Domain wall and Magnetic Tunnel Junction Hybrid for on-chip Learning in UNet architecture
Venkatesh Vadde, Bhaskaran Muralidharan, Abhishek Sharma
TL;DR
The paper tackles energy-efficient on-chip semantic segmentation by implementing UNet entirely in spintronic hardware, using domain-wall MTJ synapses for convolution and orthogonal-current injected SHE-MTJs for ReLU and max-pooling. It introduces a hybrid simulation workflow that couples micromagnetic dynamics, NEGF transport, and circuit models to accurately capture spin-transport, magnetization dynamics, and CMOS behavior. On the CamVid dataset, the hardware-accelerated UNet achieves ~${83.71}\%$ test accuracy with on-chip training energy around ${85.79}\ \mathrm{mJ}$ (for $\Delta=4.58$), and per-image testing energy of about ${1.55}\ \mu\mathrm{J}$, closely matching software performance while delivering substantial energy reductions. The work suggests a practical path toward scalable spintronic neuromorphic hardware for complex vision tasks, including a near ${10}\times$ energy improvement by exploiting unstable ferromagnets without sacrificing accuracy.
Abstract
We present spintronic devices based hardware implementation of UNet for segmentation tasks. Our approach involves designing hardware for convolution, deconvolution, rectified activation function (ReLU), and max pooling layers of the UNet architecture.
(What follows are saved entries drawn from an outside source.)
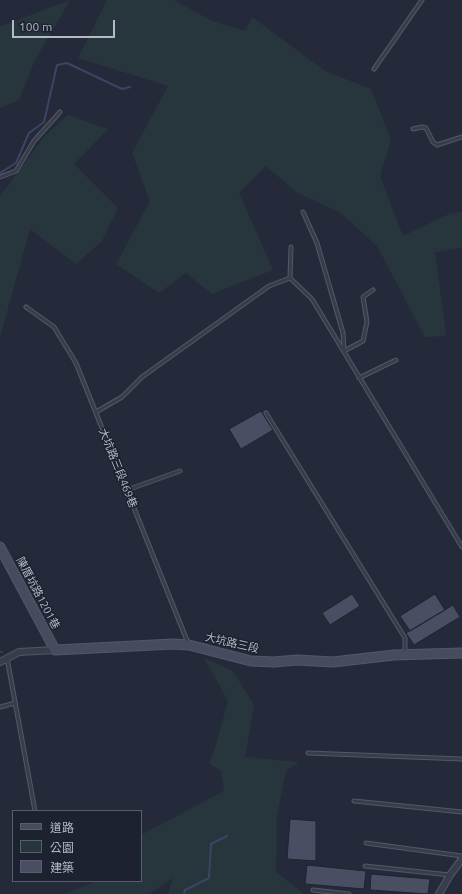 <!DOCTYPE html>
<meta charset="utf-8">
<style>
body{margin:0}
#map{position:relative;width:462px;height:894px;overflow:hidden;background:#252a3b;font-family:Ubuntu,"Noto Sans TC",sans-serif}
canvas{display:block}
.legend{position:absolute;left:12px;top:810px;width:130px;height:72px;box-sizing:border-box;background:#1d2230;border:1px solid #595e6c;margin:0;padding:5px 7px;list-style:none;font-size:12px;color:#b4b8c7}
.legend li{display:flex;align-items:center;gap:8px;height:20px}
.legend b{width:20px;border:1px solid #595e6c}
.scale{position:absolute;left:12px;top:20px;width:103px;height:18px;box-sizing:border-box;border:2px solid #b4b8c7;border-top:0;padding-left:5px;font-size:12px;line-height:14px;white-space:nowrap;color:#b4b8c7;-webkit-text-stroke:3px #1d2230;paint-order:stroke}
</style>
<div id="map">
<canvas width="462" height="894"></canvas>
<ul class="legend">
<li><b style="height:5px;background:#474b5e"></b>道路</li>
<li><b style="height:11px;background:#27363c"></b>公園</li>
<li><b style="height:11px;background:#494e62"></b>建築</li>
</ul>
<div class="scale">100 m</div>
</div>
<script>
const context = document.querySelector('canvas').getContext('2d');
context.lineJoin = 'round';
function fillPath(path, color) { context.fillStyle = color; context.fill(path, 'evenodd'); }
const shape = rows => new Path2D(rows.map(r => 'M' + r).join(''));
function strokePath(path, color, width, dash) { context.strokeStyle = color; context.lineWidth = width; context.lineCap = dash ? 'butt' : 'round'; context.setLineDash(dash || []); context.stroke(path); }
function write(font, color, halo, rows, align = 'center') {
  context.font = font + ' Ubuntu,"Noto Sans TC",sans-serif'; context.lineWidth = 3; context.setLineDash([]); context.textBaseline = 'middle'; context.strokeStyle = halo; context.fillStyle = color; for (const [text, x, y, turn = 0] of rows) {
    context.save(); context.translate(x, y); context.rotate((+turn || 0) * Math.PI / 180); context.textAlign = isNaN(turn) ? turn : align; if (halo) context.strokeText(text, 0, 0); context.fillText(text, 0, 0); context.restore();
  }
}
fillPath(shape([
 [70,0,35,60,19,100,0,108,0,25,2,26],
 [107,0,174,0,212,21,245,31,252,17,325,71,371,89,391,140,380,176,403,236,449,214,462,212,462,248,435,252,446,336,425,337,377,246,341,213,296,192,266,166,239,193,273,270,212,294,186,273,159,293,116,264,150,201,132,153,168,86,78,58],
 [68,115,108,129,74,164,118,208,102,241,76,264,30,229,0,337,0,196,45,136],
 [204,658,233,671,254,705,245,757,299,762,286,771,277,815,276,872,304,894,168,894,173,878,149,894,64,894,97,881,141,881,141,835,224,791,221,771,209,763,215,748,228,701]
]), '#27363c');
strokePath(shape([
 [0,173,16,163,29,133,44,122,57,65,67,63,122,89,130,87],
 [184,894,185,890,209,878,211,844,227,836]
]), '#3b4563', 2);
const building = shape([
 [261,411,273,430,241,449,229,429,261,411],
 [352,594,360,606,330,625,322,613,352,594],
 [435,594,445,610,410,631,400,616,435,594],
 [453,605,460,617,414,645,406,633,453,605],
 [290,819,316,821,316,861,287,859,290,819],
 [307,865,366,871,364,889,305,884,307,865],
 [371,874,430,879,428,894,370,890,371,874]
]);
fillPath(building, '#494e62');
strokePath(building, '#1f2432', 1);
const lane = shape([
 [374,69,422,0],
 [413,129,422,127,426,128,433,142,437,145,462,137],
 [0,177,16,171,34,141,60,112],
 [303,212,317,243,343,333,344,351,363,341,367,322,363,297,373,290],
 [290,278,291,247],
 [26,307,54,327,76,363,188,643],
 [359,378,396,360],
 [96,412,122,397,142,377,269,286,290,278,312,299,462,547],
 [266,413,405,638,405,654],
 [127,490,180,471],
 [7,658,35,811],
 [0,707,15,703],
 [308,753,462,759],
 [354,801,462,812],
 [366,843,462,856],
 [365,866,450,875],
 [313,890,349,894]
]);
const street = shape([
 [0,662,19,652,55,650],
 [439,894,450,875,462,859]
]);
const secondary = shape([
 [0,547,55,650,173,644,189,645,251,661,274,662,297,660,333,662,394,655,462,653]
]);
strokePath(lane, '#535866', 5);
strokePath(street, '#535866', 8);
strokePath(secondary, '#535866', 11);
strokePath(shape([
 [0,652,5,652]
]), '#445359', 1, [3, 3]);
strokePath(lane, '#383d4b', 3);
strokePath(street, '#383d4b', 6);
strokePath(secondary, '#474b5e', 9);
write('11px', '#b4b8c7', '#1d2230', [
 ["大坑路三段469巷",118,468,68],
 ["陳厝坑路1201巷",38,593,62],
 ["大坑路三段",232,643,13]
]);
</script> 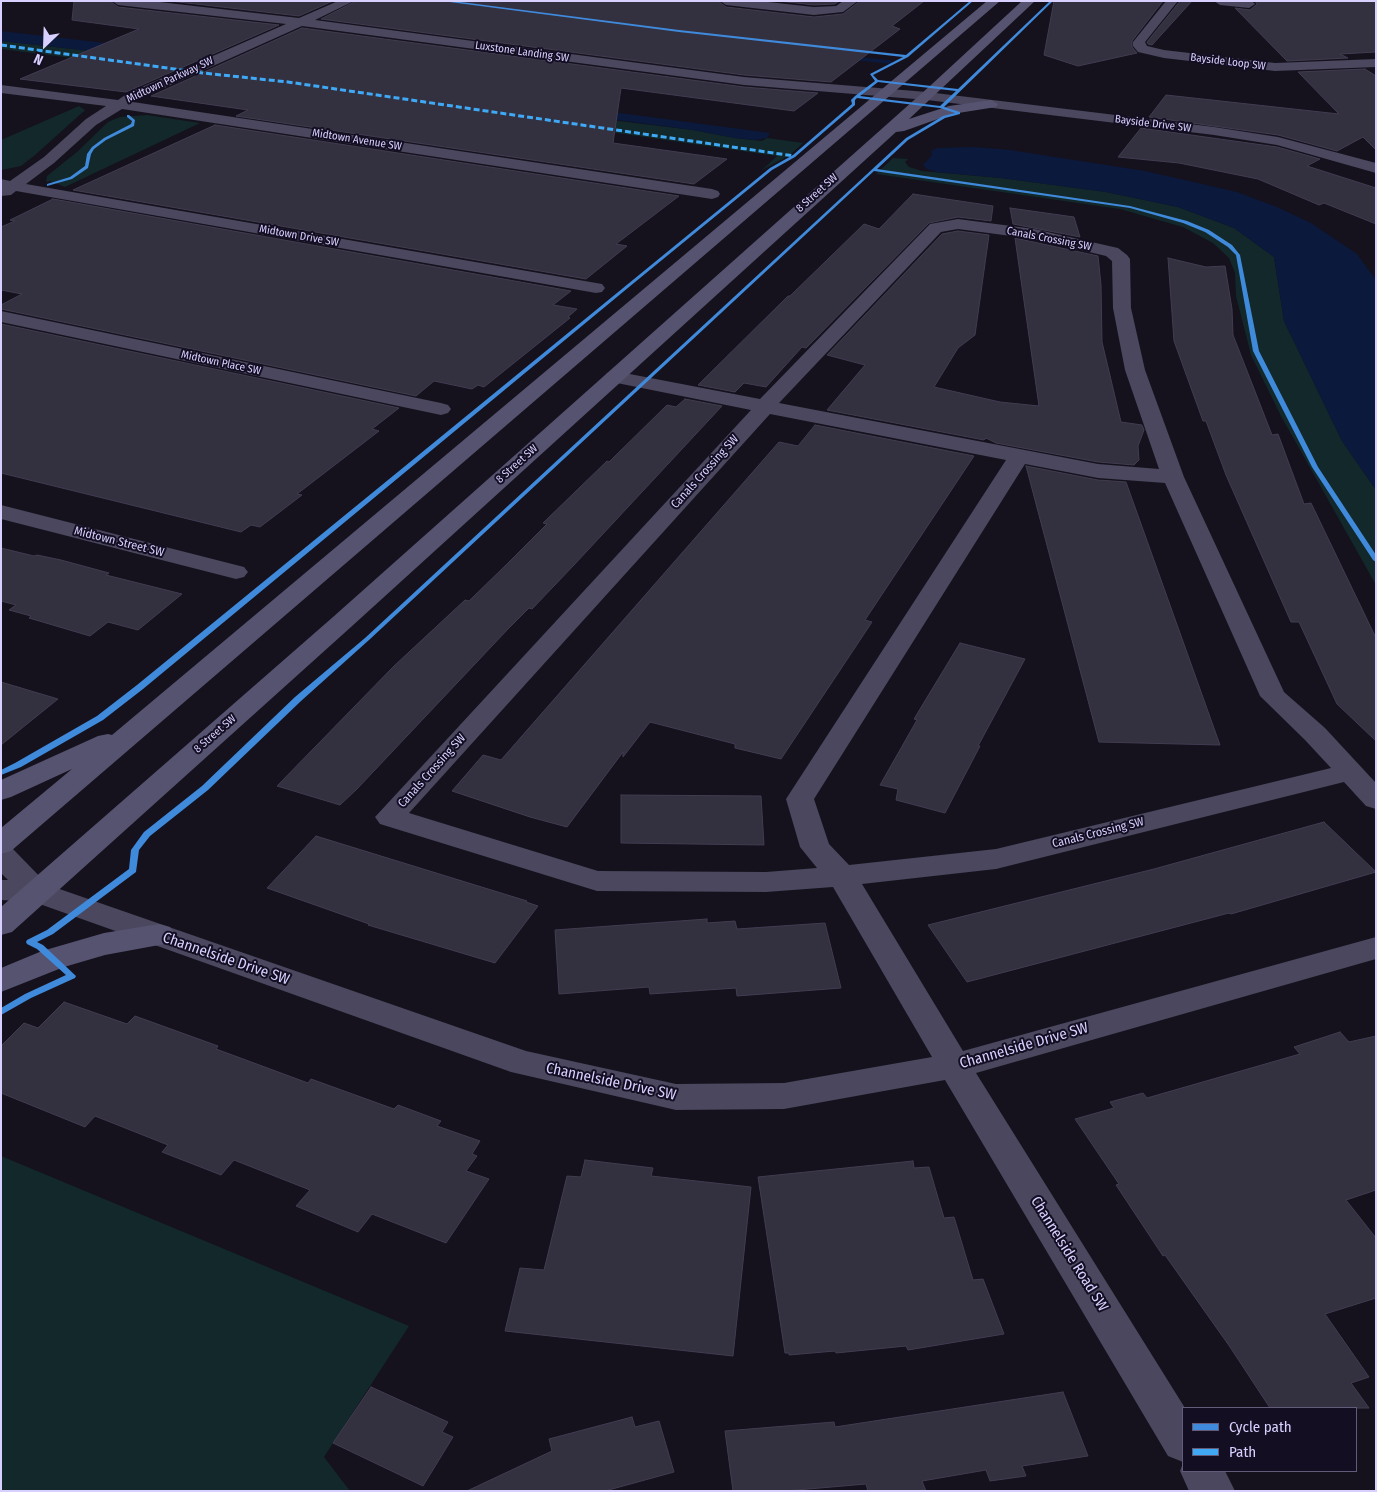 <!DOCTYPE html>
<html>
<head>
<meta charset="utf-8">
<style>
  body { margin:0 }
  #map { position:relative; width:1377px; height:1492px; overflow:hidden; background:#15121d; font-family:"Fira Sans Condensed",sans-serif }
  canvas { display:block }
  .frame { position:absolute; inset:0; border:2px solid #d8d0ff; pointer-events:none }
  .legend { position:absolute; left:1182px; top:1407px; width:175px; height:65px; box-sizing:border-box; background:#130e22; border:1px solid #625c7a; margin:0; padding:6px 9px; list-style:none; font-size:15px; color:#d8d0ff }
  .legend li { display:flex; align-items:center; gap:10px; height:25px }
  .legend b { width:25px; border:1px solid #625c7a }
  .north { position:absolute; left:20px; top:20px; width:50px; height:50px; -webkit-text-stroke:4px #130e22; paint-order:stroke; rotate:204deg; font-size:14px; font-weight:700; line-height:20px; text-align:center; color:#d8d0ff }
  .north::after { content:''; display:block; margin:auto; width:18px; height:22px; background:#d8d0ff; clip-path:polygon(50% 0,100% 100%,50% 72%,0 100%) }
</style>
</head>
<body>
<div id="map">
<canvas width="1377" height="1492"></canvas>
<div class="frame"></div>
<ul class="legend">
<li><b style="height:6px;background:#408adc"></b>Cycle path</li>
<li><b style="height:6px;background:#3fa9f5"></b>Path</li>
</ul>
<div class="north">N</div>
</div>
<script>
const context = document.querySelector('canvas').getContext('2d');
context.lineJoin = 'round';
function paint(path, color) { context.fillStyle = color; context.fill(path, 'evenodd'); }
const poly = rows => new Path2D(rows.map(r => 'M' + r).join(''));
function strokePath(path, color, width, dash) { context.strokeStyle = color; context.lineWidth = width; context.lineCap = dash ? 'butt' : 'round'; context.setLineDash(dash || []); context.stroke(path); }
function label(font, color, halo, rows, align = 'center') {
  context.font = font + ' "Fira Sans Condensed",sans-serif'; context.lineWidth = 4; context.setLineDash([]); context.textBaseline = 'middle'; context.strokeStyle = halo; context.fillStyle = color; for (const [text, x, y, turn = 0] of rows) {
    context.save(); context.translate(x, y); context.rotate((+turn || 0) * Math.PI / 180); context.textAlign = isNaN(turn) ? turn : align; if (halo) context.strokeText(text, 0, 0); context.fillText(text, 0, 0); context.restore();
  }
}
paint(poly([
  [1,41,91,51,135,66,1,49],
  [203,71,693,130,735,138,762,141,767,138,803,143,790,155,762,170,777,156,198,73],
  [79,106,85,110,84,111,35,155,21,166,1,170,1,140],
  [147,115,200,123,65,187,50,181,46,182,47,176,77,152,108,122,120,117],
  [893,158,908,159,905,162,909,167,922,171,1001,178,1106,192,1178,207,1234,228,1274,257,1284,321,1342,441,1376,490,1376,585,1281,416,1251,355,1236,296,1235,273,1229,258,1213,243,1183,227,1120,209,876,174],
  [1,1156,409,1326,324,1457,350,1491,1,1491]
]), '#12282a');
paint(poly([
  [1,31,201,54,91,51,1,41],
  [420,94,530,101,770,133,767,138,755,140,735,138,693,130],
  [974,147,1010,150,1145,171,1237,192,1277,207,1311,223,1357,254,1376,280,1376,490,1342,441,1284,321,1274,257,1234,228,1178,207,1106,192,1001,178,936,172,927,169,923,165,932,155,931,151,937,148]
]), '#0b193c');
paint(poly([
  [845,56,890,60,893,62,890,64,847,59,845,56]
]), '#0b193c');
const building = poly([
  [74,1,110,1,118,7,279,25,126,92,20,79,139,29,72,20,74,1],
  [170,1,333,1,299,16,170,1],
  [356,1,718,1,726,7,814,17,843,14,860,1,924,1,892,26,900,29,831,82,744,75,321,19,356,1],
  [779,1,839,1,835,4,814,5,779,1],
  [1054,1,1163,1,1132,41,1132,47,1137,53,1078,66,1044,55,1054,1],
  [1180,1,1192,1,1152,45,1148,44,1147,42,1180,1],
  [1255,1,1376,1,1376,52,1340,54,1348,58,1287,61,1235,8,1250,10,1257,4,1255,1],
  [302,28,744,87,818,93,794,111,621,88,613,143,727,159,694,184,236,116,248,110,151,96,302,28],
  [1365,69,1376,76,1376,150,1363,137,1337,151,1278,135,1149,117,1166,95,1339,114,1298,72,1365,69],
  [215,125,679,196,616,244,627,246,586,279,73,190,215,125],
  [1141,128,1277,147,1320,159,1307,166,1376,188,1376,224,1324,203,1319,205,1258,179,1179,163,1118,157,1141,128],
  [913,194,993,206,991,221,958,217,929,223,806,348,802,347,766,387,744,383,735,392,698,385,788,296,790,296,864,224,879,229,913,194],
  [53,199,571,291,553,305,577,309,568,317,570,318,484,387,478,385,472,389,434,381,416,396,1,309,1,305,22,294,1,290,1,227,15,221,10,220,53,199],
  [1010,208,1074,217,1080,237,1013,224,1010,208],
  [958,231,989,235,975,335,958,348,934,387,1000,402,1039,406,1015,238,1098,256,1101,285,1102,342,1121,422,1142,425,1144,430,1138,446,1139,460,1134,465,1098,462,996,443,986,438,984,440,827,410,865,365,827,355,942,234,958,231],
  [1168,258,1206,267,1225,266,1232,309,1233,335,1272,435,1278,434,1304,504,1311,503,1376,638,1376,741,1337,704,1299,622,1291,622,1226,475,1206,421,1203,421,1174,341,1168,258],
  [1,324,399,408,372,429,379,431,297,494,302,495,260,527,251,525,241,532,1,473,1,324],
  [685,399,722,406,574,565,532,609,529,608,508,629,357,789,340,805,277,786,394,666,465,600,469,601,508,563,547,524,543,523,607,461,609,462,667,405,676,407,685,399],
  [815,425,974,456,865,620,872,622,781,759,735,748,735,744,650,722,623,757,623,752,567,827,530,817,452,791,483,755,501,760,779,442,798,446,815,425],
  [1026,466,1098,480,1126,482,1220,745,1099,742,1026,466],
  [1,548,34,556,37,555,61,560,109,573,106,575,182,594,138,630,108,622,90,636,29,618,31,616,9,610,16,605,1,601,1,548],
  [960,643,1025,659,978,746,980,746,945,813,896,800,898,789,880,785,917,720,914,719,960,643],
  [1,682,58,699,1,745,1,682],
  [621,795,761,796,764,845,621,843,621,795],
  [1324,822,1376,872,1231,914,1229,913,967,982,928,925,1154,869,1324,822],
  [316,836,527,901,526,902,538,906,495,963,368,925,369,924,267,888,316,836],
  [707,919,707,923,735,921,737,929,825,923,841,988,737,996,736,988,650,994,649,987,559,994,555,930,707,919],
  [64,1002,127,1024,135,1016,218,1046,216,1049,308,1083,311,1079,394,1109,398,1105,441,1121,437,1126,480,1141,472,1154,477,1156,466,1171,489,1179,446,1243,372,1214,358,1232,296,1206,310,1190,234,1160,221,1175,162,1152,168,1145,95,1116,85,1127,1,1093,1,1046,24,1023,38,1028,64,1002],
  [1340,1032,1349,1042,1376,1036,1376,1190,1346,1200,1376,1238,1376,1298,1325,1314,1369,1377,1351,1383,1369,1408,1270,1408,1230,1347,1165,1255,1163,1256,1116,1185,1119,1184,1075,1119,1114,1108,1110,1102,1143,1093,1147,1098,1300,1054,1294,1047,1340,1032],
  [585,1160,653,1168,651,1176,751,1187,733,1356,505,1331,520,1268,544,1270,567,1176,581,1177,585,1160],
  [913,1161,914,1168,929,1167,944,1218,954,1217,973,1280,983,1279,1004,1334,908,1350,906,1346,836,1353,835,1351,789,1355,789,1353,785,1353,758,1177,913,1161],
  [371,1387,448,1422,442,1432,453,1437,423,1486,333,1443,371,1387],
  [1063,1392,1088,1456,1022,1466,1026,1476,990,1481,986,1470,922,1481,926,1491,868,1491,866,1484,785,1491,733,1491,725,1431,834,1422,835,1427,1063,1392],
  [632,1417,635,1427,659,1421,674,1472,605,1491,467,1491,552,1451,549,1439,632,1417]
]);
paint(building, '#333040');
strokePath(building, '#423c51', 1);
paint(poly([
  [112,1,151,1,299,18,338,1,354,1,315,20,744,77,927,92,1214,127,1278,137,1376,163,1376,173,1277,145,1214,135,927,100,744,85,302,26,133,102,712,189,718,191,720,194,718,197,712,199,122,109,96,125,54,163,26,184,602,284,605,288,602,292,596,293,16,191,11,195,1,196,1,179,10,181,44,157,86,119,106,106,1,93,1,85,118,100,128,93,286,24,118,5,112,1],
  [720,1,759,1,814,7,836,6,843,1,858,1,843,12,814,15,726,5,720,1],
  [1166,1,1178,1,1145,42,1147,46,1164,50,1275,63,1376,59,1376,67,1275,71,1164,58,1138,52,1133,46,1133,42,1166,1],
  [1214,1,1252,1,1255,4,1249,8,1220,5,1214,1],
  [958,219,1034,229,1118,248,1127,255,1130,259,1131,308,1145,370,1184,477,1284,692,1325,728,1376,783,1376,809,1366,806,1344,782,996,869,862,884,963,1051,1376,937,1376,959,976,1073,1185,1408,1183,1408,1183,1462,1168,1456,945,1080,784,1109,676,1110,511,1072,34,902,1,900,1,880,8,880,1,873,1,845,12,848,48,885,526,1051,676,1084,784,1083,932,1057,833,887,766,892,597,891,380,824,375,817,751,410,607,381,604,377,607,373,614,371,760,399,930,224,958,219],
  [958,229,1034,239,1106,256,1112,261,1113,308,1125,370,1159,469,1098,464,779,403,941,232,958,229],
  [770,414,1006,460,786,799,800,847,817,868,766,872,598,871,409,813,770,414],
  [1025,464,1098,478,1165,483,1260,696,1305,740,1331,768,996,849,849,865,829,844,814,799,1025,464],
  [1,311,441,403,448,405,451,409,448,413,441,415,1,322,1,311],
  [1,505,244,567,248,572,244,577,236,579,1,519,1,505],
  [1183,1463,1183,1471,1225,1471,1235,1491,1189,1491,1180,1471,1183,1463]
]), '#4a475e');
paint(poly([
  [987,1,1000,1,11,851,1,854,1,828,72,769,11,797,1,800,1,780,98,736,108,734,112,735,987,1],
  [1022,1,1035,1,909,119,949,106,991,100,998,104,996,107,952,114,904,131,896,132,351,627,12,932,1,935,1,907,333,617,931,85,1022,1],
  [159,924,170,927,175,935,170,943,105,955,64,967,1,992,1,968,42,951,104,933,159,924]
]), '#565371');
strokePath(poly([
  [1,45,203,73,288,82,794,156]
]), '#3fa9f5', 3, [6, 3]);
paint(poly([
  [442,1,453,1,679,30,906,55,970,1,973,1,908,57,873,75,878,80,958,89,1050,1,1053,1,944,107,960,112,960,114,945,118,908,140,877,169,1130,206,1187,221,1209,230,1232,245,1240,255,1259,351,1318,467,1376,555,1376,562,1373,560,1312,467,1253,351,1236,255,1228,247,1205,232,1183,223,1130,208,874,171,369,640,301,701,208,790,150,836,139,850,136,872,53,934,37,942,43,945,76,976,75,978,31,998,1,1015,1,1008,25,994,66,975,37,949,27,944,26,942,27,940,47,930,129,869,131,850,144,832,202,786,295,697,365,638,906,138,943,116,955,113,940,108,857,98,855,100,855,105,795,157,772,170,629,287,143,689,103,720,21,767,1,775,1,770,15,763,97,716,137,685,770,168,793,155,852,104,851,100,855,96,875,81,870,74,903,57,679,32,442,1],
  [878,82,956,91,940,106,860,96,878,82],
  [127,115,129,115,135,120,134,126,106,140,94,149,91,154,88,168,72,179,47,186,47,184,70,177,85,166,87,154,92,147,104,138,131,124,132,121,127,117,127,115]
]), '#408adc');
label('11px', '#d8d0ff', '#130e22', [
  ["Luxstone Landing SW",522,52,8],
  ["Bayside Loop SW",1228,62,7],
  ["Midtown Parkway SW",170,80,-25],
  ["Bayside Drive SW",1153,124,7],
  ["Midtown Avenue SW",357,140,9],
  ["8 Street SW",817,193,-42],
  ["Midtown Drive SW",299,236,10],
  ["Canals Crossing SW",1049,239,11],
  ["Midtown Place SW",221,363,12],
  ["8 Street SW",517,464,-42],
  ["8 Street SW",215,734,-41]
]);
label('12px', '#d8d0ff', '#130e22', [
  ["Canals Crossing SW",705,472,-48],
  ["Midtown Street SW",119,542,14],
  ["Canals Crossing SW",432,771,-48],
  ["Canals Crossing SW",1098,833,-14]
]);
label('15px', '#d8d0ff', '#130e22', [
  ["Channelside Drive SW",226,959,19],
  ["Channelside Drive SW",1024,1046,-16],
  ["Channelside Drive SW",611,1082,12],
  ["Channelside Road SW",1069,1254,58]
]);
</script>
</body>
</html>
We designed the convolution and deconvolution layers of the network using the synaptic behavior of the domain wall MTJ. We also construct the ReLU and max pooling functions of the network utilizing the spin hall driven orthogonal current injected MTJ. To incorporate the diverse physics of spin-transport, magnetization dynamics, and CMOS elements in our UNet design, we employ a hybrid simulation setup that couples micromagnetic simulation, non-equilibrium Green's function, SPICE simulation along with network implementation. We evaluate our UNet design on the CamVid dataset and achieve segmentation accuracies of 83.71$\%$ on test data, on par with the software implementation with 821mJ of energy consumption for on-chip training over 150 epochs. We further demonstrate nearly one order $(10\times)$ improvement in the energy requirement of the network using unstable ferromagnet ($Δ$=4.58) over the stable ferromagnet ($Δ$=45) based ReLU and max pooling functions while maintaining the similar accuracy. The hybrid architecture comprising domain wall MTJ and unstable FM-based MTJ leads to an on-chip energy consumption of 85.79mJ during training, with a testing energy cost of 1.55 $μJ$.